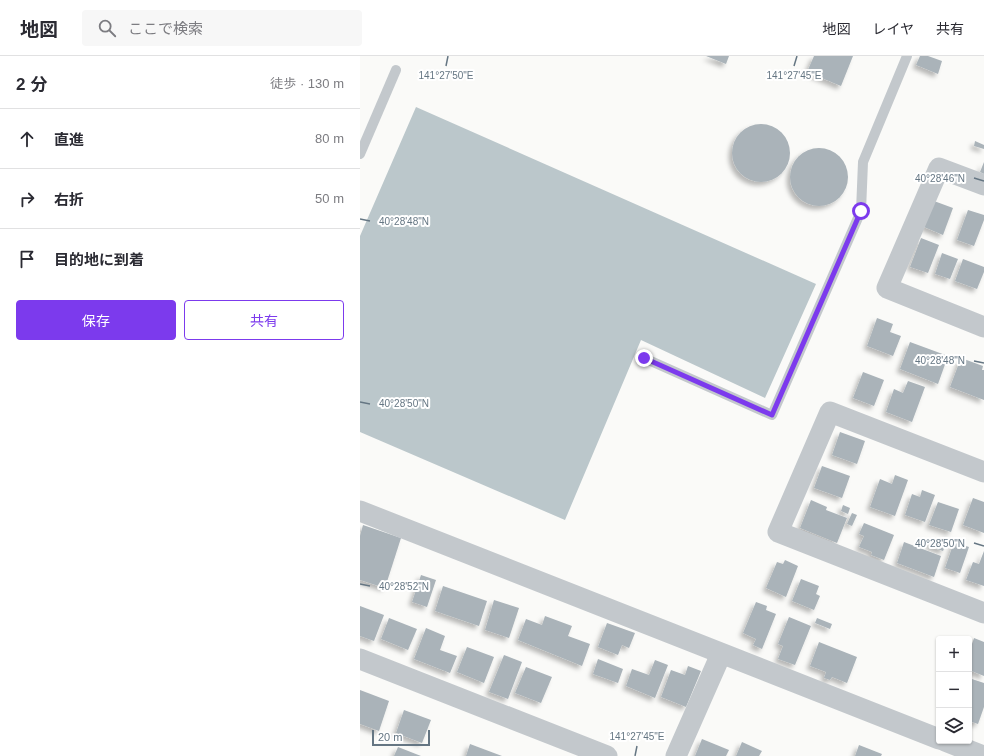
<!DOCTYPE html>
<html lang="ja">
<meta charset="utf-8">
<style>
body{margin:0;font-family:Arial,"Noto Sans JP",sans-serif;background:#f7f7f7;color:#2b2b33}
.controls{position:absolute;right:12px;bottom:12px;display:grid;overflow:hidden;border-radius:4px;box-shadow:0 1px 3px #0004}
.controls button{width:36px;height:36px;display:grid;place-items:center;padding:0;border:0;border-bottom:1px solid #e1e1e2;background:#fff;color:#2b2b33;font:20px sans-serif}
.scale{position:absolute;left:12px;bottom:10px;width:58px;box-sizing:border-box;padding-left:4px;border:2px solid #657683;border-top:0;font-size:11px;line-height:14px;white-space:nowrap;color:#657683;-webkit-text-stroke:3px #fff;paint-order:stroke}
.stop{position:absolute;width:12px;height:12px;margin:-9px;border:3px solid #7c3aed;border-radius:50%;background:#fff}
.stop.end{background:#7c3aed;border-color:#fff;box-shadow:0 1px 4px #0008}
.list{margin:0;padding:0;list-style:none}
h2{display:flex;justify-content:space-between;align-items:center;height:52px;margin:0;padding:0 16px;font-size:17px}
h2 small{font-size:13px;font-weight:400;color:#7c7c81}
.list li{display:grid;grid-template-columns:26px 1fr auto;gap:12px;align-items:center;box-sizing:border-box;height:60px;padding:0 16px;border-top:1px solid #e1e1e2}
.list b{display:block;font-size:15px;white-space:nowrap}
.list em{font-size:13px;font-style:normal;color:#7c7c81}
.actions{display:flex;gap:8px;padding:12px 16px}
.actions a{flex:1;padding:9px 0;border:1px solid #7c3aed;border-radius:4px;text-align:center;font-size:14px;color:#7c3aed}
.actions .main{background:#7c3aed;color:#fff}
.icon{flex:none;width:22px;height:22px;fill:none;stroke:currentColor;stroke-width:2;stroke-linecap:round;stroke-linejoin:round}
.map{position:relative;flex:none;width:624px;height:700px;overflow:hidden}
header{display:flex;align-items:center;gap:24px;box-sizing:border-box;height:56px;padding:0 20px;background:#fff;border-bottom:1px solid #e1e1e2}
header strong{font-size:19px}
nav{display:flex;gap:22px;margin-inline-start:auto;font-size:14px}
.search{width:280px;height:36px;background:#f7f7f7;display:flex;align-items:center;gap:10px;box-sizing:border-box;padding:0 14px;border-radius:4px;color:#7c7c81;font-size:15px}
main{display:flex}
aside{flex:1;background:#fff}
.map>svg:first-child{display:block}
.water{fill:#bbc7cb}
.building{fill:#aab3b9;filter:url(#shadow)}
.lines{fill:none;stroke-linecap:round;stroke-linejoin:round}
.lane{stroke:#c3c8cc;stroke-width:10}
.street{stroke:#c3c8cc;stroke-width:21}
.route{stroke:#7c3aed;stroke-width:5}
.ticks{fill:none;stroke:#657683;stroke-width:1.5}
.ticks-label{font-size:10px;text-anchor:middle;fill:#657683;stroke:#fff;stroke-width:4;stroke-linejoin:round;paint-order:stroke}
</style>
<header>
<strong>地図</strong>
<div class="search"><svg class="icon" aria-label="search" viewBox="0 0 24 24"><circle cx="10" cy="10" r="6"/><path d="M15 15l6 6"/></svg>ここで検索</div>
<nav><a>地図</a><a>レイヤ</a><a>共有</a></nav>
</header>
<main>
<aside>
<h2>2 分<small>徒歩 · 130 m</small></h2>
<ul class="list">
<li><svg class="icon" aria-label="ahead" viewBox="0 0 24 24"><path d="M12 20V5M6 11l6-6 6 6"/></svg><div><b>直進</b></div><em>80 m</em></li>
<li><svg class="icon" aria-label="right" viewBox="0 0 24 24"><path d="M7 20v-9h11M14 6l5 5-5 5"/></svg><div><b>右折</b></div><em>50 m</em></li>
<li><svg class="icon" aria-label="arrive" viewBox="0 0 24 24"><path d="M6 21V4h12l-3 4 3 4H6"/></svg><div><b>目的地に到着</b></div></li>
</ul>
<div class="actions"><a class="main">保存</a><a>共有</a></div>
</aside>
<div class="map">
<svg width="624" height="700" viewBox="0 0 624 700">
<defs>
<filter id="shadow"><feDropShadow dx="-3.5" dy="3.5" stdDeviation="2" flood-color="#0004"/></filter>
</defs>
<rect width="100%" height="100%" fill="#fafaf8"/>
<polygon class="water" points="56,51 456,228 405,342 281,284 205,464 0,376 0,180"/>
<g class="building">
<polygon points="346,0 369,0 366,8"/>
<polygon points="454,0 493,0 481,30 447,16"/>
<polygon points="560,0 568,0 582,5 578,18 556,9"/>
<circle cx="401" cy="97" r="29"/>
<polygon points="615,85 624,89 624,93 614,90"/>
<circle cx="459" cy="121" r="29"/>
<polygon points="624,106 624,118 620,116"/>
<polygon points="574,145 593,152 583,179 564,171"/>
<polygon points="608,154 624,159 624,164 614,190 597,184"/>
<polygon points="561,182 579,189 568,217 550,211"/>
<polygon points="582,197 598,203 590,223 575,218"/>
<polygon points="603,203 624,211 624,216 617,233 595,225"/>
<polygon points="517,262 533,268 530,276 541,280 533,300 507,290"/>
<polygon points="550,286 588,300 578,328 540,313"/>
<polygon points="601,302 623,310 622,314 624,314 624,344 590,331"/>
<polygon points="503,316 524,324 514,350 493,342"/>
<polygon points="548,325 565,331 552,366 526,356 534,333 543,337"/>
<polygon points="480,376 505,385 497,408 472,399"/>
<polygon points="462,410 490,420 482,442 454,432"/>
<polygon points="535,419 548,424 535,460 510,451 520,423 532,428"/>
<polygon points="562,434 575,439 565,466 545,459 552,438 560,441"/>
<polygon points="613,442 624,446 624,477 603,469"/>
<polygon points="451,444 467,451 466,454 487,462 477,487 440,472"/>
<polygon points="578,446 599,453 591,476 569,469"/>
<polygon points="483,449 490,452 488,458 481,455"/>
<polygon points="492,457 497,459 492,470 487,468"/>
<polygon points="504,467 534,479 524,504 511,499 512,496 499,491 504,480 499,478"/>
<polygon points="3,469 41,482 25,532 0,524 0,480"/>
<polygon points="571,483 586,488 583,495 569,490"/>
<polygon points="544,486 581,500 574,521 537,507"/>
<polygon points="594,486 609,491 600,517 585,512"/>
<polygon points="624,495 624,530 606,524 613,506 619,508"/>
<polygon points="425,504 438,510 426,541 406,532 417,506 423,508"/>
<polygon points="61,519 76,524 67,551 52,546"/>
<polygon points="441,523 459,530 456,538 460,540 454,554 432,545"/>
<polygon points="83,530 127,545 119,570 75,555"/>
<polygon points="134,544 159,552 149,582 125,574"/>
<polygon points="396,546 407,550 406,554 416,558 402,593 393,589 396,583 383,577"/>
<polygon points="0,550 24,559 14,585 0,580"/>
<polygon points="185,560 212,570 208,580 230,588 222,610 158,584 166,563 182,569"/>
<polygon points="429,561 451,570 435,609 418,603 423,590 418,588"/>
<polygon points="29,562 57,573 48,594 21,583"/>
<polygon points="457,562 472,568 470,573 455,567"/>
<polygon points="247,567 275,577 269,592 262,589 258,599 238,591"/>
<polygon points="66,572 85,580 80,594 97,600 90,617 54,603"/>
<polygon points="614,582 624,586 624,620 609,614 609,597"/>
<polygon points="459,586 497,601 487,627 472,621 470,624 464,622 466,616 450,610"/>
<polygon points="107,591 134,601 124,627 97,616"/>
<polygon points="144,599 162,606 148,643 129,636"/>
<polygon points="238,603 263,613 258,627 233,618"/>
<polygon points="295,604 308,609 295,642 266,630 272,613 289,619"/>
<polygon points="328,610 341,615 326,651 301,641 311,614 325,619"/>
<polygon points="166,611 192,621 181,647 155,637"/>
<polygon points="609,622 624,627 624,651 618,668 609,665"/>
<polygon points="0,634 29,645 19,675 0,668"/>
<polygon points="44,654 71,664 62,687 36,677"/>
<polygon points="342,683 369,694 366,700 335,700"/>
<polygon points="382,686 402,695 399,700 376,700"/>
<polygon points="110,688 142,700 106,700"/>
<polygon points="499,689 522,698 521,700 495,700"/>
<polygon points="38,691 61,700 34,700"/>
</g>
<g class="lines">
<g class="lane">
<polyline points="0,98 36,14"/>
<polyline points="284,302 412,359 501,155 503,106 547,0"/>
</g>
<g class="street">
<polyline points="624,129 579,112 527,232 624,271"/>
<polyline points="624,416 470,356 418,476 624,557"/>
<polyline points="0,455 579,683"/>
<polyline points="0,603 247,700"/>
<polyline points="585,685 623,700"/>
<polyline points="316,700 361,598"/>
</g>
</g>
<g class="lines">
<polyline class="route" points="284,302 412,359 501,155"/>
</g>
<path class="ticks" d="M86,10l2,-10M434,10l3,-10M614,122l10,3M0,163l10,2M614,305l10,2M0,346l10,2M614,487l10,3M0,528l10,2M275,700l2,-10"/>
<g class="ticks-label">
<text x="86" y="23">141°27'50"E</text>
<text x="434" y="23">141°27'45"E</text>
<text x="580" y="126">40°28'46"N</text>
<text x="44" y="169">40°28'48"N</text>
<text x="580" y="308">40°28'48"N</text>
<text x="44" y="351">40°28'50"N</text>
<text x="580" y="491">40°28'50"N</text>
<text x="44" y="534">40°28'52"N</text>
<text x="277" y="684">141°27'45"E</text>
</g>
</svg>
<div class="controls">
<button>+</button>
<button>−</button>
<button><svg class="icon" aria-label="layers" viewBox="0 0 24 24"><path d="M12 4l9 5-9 5-9-5zM3 14l9 5 9-5"/></svg></button>
</div>
<div class="scale">20 m</div>
<div class="stop" style="left:501px;top:155px"></div>
<div class="stop end" style="left:284px;top:302px"></div>
</div>
</main>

+-------+

INSTRUCTIONS TO FOLLOW - Copy each line of the listing above that contains the word "sans".

YOUR RESPONSE -
body{margin:0;font-family:Arial,"Noto Sans JP",sans-serif;background:#f7f7f7;color:#2b2b33}
.controls button{width:36px;height:36px;display:grid;place-items:center;padding:0;border:0;border-bottom:1px solid #e1e1e2;background:#fff;color:#2b2b33;font:20px sans-serif}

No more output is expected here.